= Record excerpts =
[Start of section]

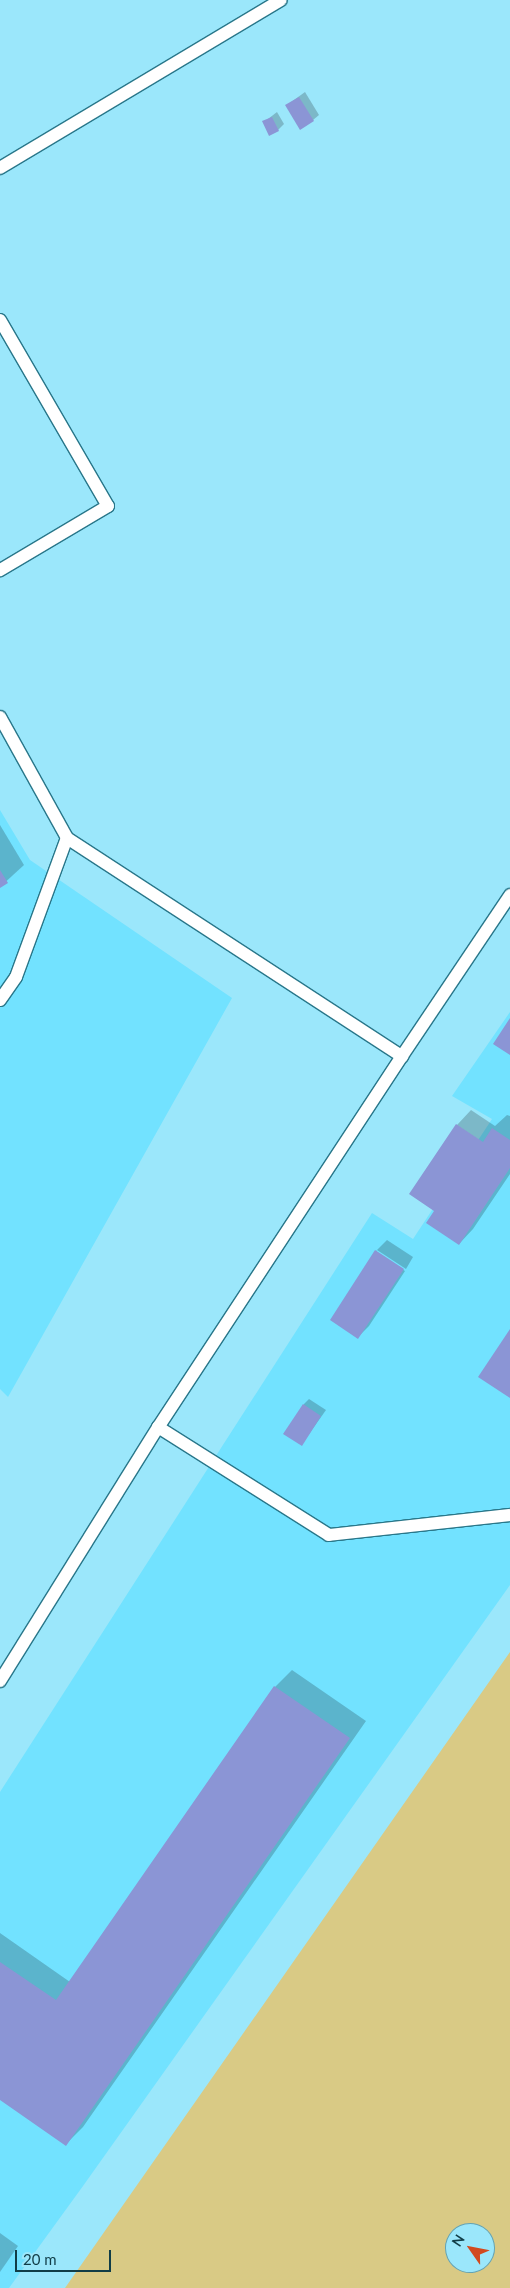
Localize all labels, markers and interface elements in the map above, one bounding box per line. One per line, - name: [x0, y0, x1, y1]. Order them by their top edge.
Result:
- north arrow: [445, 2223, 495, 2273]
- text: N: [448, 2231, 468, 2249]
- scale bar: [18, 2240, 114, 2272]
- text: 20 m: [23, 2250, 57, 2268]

[End of section]
[Start of section]

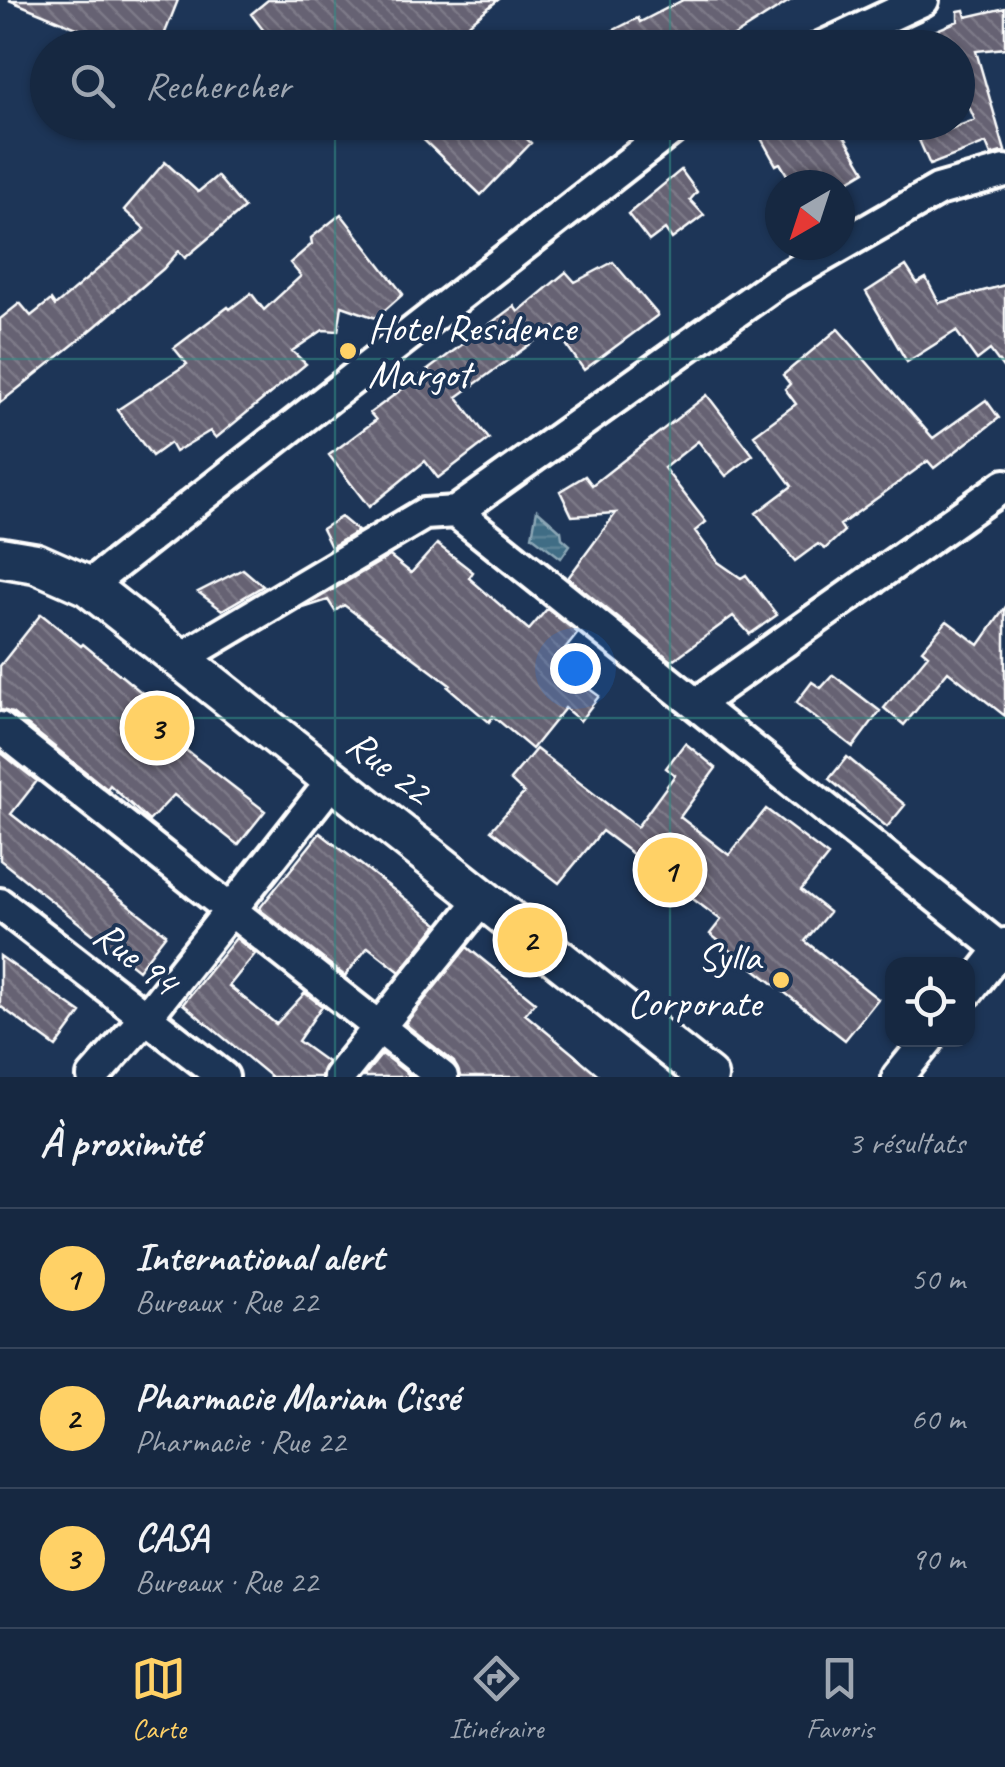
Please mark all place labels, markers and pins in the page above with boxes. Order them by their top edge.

[End of section]

= Aim of the exercise =
If a line in the records holds the word "Order", count it, then give only the total.

= Output for this exercise =
2